PMI de serviços da Austrália cai para contração com aumento de custos e enfraquecimento da demanda

PMI de serviços da Austrália cai para contração com aumento de custos e enfraquecimento da demanda

Resumo:

  • O PMI de Serviços caiu para 46,3, retornando à contração após 26 meses
  • O PMI Composto teve uma queda para 46,6 em março, abaixo dos 52,4 registrados em fevereiro
  • Queda acentuada a partir de 52,8, o menor resultado desde novembro de 2023
  • Novos pedidos em declínio, com as exportações afetadas pelo conflito no Oriente Médio
  • Fraqueza generalizada, liderada por finanças e seguros
  • Custos de insumos disparam para máximas em vários anos devido aos preços dos combustíveis
  • A inflação nos preços de saída acelera de forma acentuada
  • O emprego continua a crescer, apesar da queda na atividade
  • A confiança empresarial cai para o nível mais baixo em mais de dois anos

O setor de serviços da Austrália voltou a entrar em contração em março, à medida que as tensões geopolíticas crescentes e a pressão dos custos impactaram a atividade e a demanda.

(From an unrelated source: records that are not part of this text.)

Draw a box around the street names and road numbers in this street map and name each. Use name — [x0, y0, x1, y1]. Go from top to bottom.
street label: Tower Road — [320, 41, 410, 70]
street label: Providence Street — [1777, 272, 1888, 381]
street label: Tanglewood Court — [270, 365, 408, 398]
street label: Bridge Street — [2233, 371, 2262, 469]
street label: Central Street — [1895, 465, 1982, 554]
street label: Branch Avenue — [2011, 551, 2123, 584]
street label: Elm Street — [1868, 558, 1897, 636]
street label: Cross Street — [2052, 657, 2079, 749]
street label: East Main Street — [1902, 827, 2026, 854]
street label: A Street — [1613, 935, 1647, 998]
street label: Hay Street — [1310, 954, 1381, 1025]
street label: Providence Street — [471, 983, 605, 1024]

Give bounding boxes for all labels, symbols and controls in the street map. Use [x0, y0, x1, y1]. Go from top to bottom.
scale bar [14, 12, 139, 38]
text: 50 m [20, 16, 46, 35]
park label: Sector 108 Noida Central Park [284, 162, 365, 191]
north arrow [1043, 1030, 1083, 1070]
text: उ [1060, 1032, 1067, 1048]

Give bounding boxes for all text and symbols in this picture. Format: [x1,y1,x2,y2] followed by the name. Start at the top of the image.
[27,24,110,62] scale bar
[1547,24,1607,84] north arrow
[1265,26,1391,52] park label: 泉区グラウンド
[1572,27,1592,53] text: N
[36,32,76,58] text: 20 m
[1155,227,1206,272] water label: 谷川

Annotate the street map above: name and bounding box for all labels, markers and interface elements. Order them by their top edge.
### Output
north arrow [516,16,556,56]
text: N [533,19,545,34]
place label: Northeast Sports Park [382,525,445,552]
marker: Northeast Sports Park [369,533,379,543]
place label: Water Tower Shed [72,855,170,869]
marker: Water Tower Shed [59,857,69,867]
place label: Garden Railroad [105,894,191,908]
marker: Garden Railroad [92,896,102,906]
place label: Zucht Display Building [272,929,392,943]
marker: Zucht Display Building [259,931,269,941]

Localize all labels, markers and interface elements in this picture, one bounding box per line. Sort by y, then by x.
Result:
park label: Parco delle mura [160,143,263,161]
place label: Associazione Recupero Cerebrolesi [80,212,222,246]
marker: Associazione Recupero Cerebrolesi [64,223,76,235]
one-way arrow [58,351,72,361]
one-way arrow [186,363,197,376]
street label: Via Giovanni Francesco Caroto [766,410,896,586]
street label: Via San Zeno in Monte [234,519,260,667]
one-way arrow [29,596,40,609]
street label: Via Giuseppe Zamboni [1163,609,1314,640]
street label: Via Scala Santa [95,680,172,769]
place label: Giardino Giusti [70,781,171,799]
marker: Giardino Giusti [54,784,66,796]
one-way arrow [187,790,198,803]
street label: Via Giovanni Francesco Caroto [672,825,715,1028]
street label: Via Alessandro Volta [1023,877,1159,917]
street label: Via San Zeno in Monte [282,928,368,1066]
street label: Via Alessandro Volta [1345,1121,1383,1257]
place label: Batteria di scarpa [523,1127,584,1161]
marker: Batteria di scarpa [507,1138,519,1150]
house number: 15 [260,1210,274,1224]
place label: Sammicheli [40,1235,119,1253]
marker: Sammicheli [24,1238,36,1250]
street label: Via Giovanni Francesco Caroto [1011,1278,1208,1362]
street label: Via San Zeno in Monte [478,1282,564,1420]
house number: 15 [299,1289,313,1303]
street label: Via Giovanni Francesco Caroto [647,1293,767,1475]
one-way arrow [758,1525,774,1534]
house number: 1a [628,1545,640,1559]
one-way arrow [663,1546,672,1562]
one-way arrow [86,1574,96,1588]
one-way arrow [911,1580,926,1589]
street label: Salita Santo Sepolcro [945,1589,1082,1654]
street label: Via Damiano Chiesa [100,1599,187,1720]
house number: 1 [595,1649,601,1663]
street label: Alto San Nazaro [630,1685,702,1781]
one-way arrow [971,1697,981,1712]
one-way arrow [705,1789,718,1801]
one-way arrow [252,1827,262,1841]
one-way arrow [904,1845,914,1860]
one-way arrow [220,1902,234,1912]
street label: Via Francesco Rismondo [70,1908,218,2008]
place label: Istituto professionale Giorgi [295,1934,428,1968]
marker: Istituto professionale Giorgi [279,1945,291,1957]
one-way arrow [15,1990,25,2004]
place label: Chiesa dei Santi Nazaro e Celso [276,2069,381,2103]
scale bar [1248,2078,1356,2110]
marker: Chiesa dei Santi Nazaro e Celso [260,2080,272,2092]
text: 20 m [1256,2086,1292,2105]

O Índice de Atividade do PMI de Serviços da S&P Global Austrália despencou para 46,3, comparado a 52,8 em fevereiro, e caiu abaixo da marca de 50 que separa expansão de contração pela primeira vez em mais de dois anos. A descida foi a mais acentuada desde o final de 2023 e indica uma perda de momentum significativa no setor.

A queda foi impulsionada principalmente por uma nova redução nos novos negócios, com as empresas citando demanda mais fraca e interrupções relacionadas à guerra no Oriente Médio. Os pedidos de exportação foram particularmente afetados, caindo a um ritmo considerável e encerrando uma sequência de sete meses de crescimento. A incerteza internacional e a demanda externa mais fraca parecem estar repercutindo de maneira mais direta na atividade doméstica.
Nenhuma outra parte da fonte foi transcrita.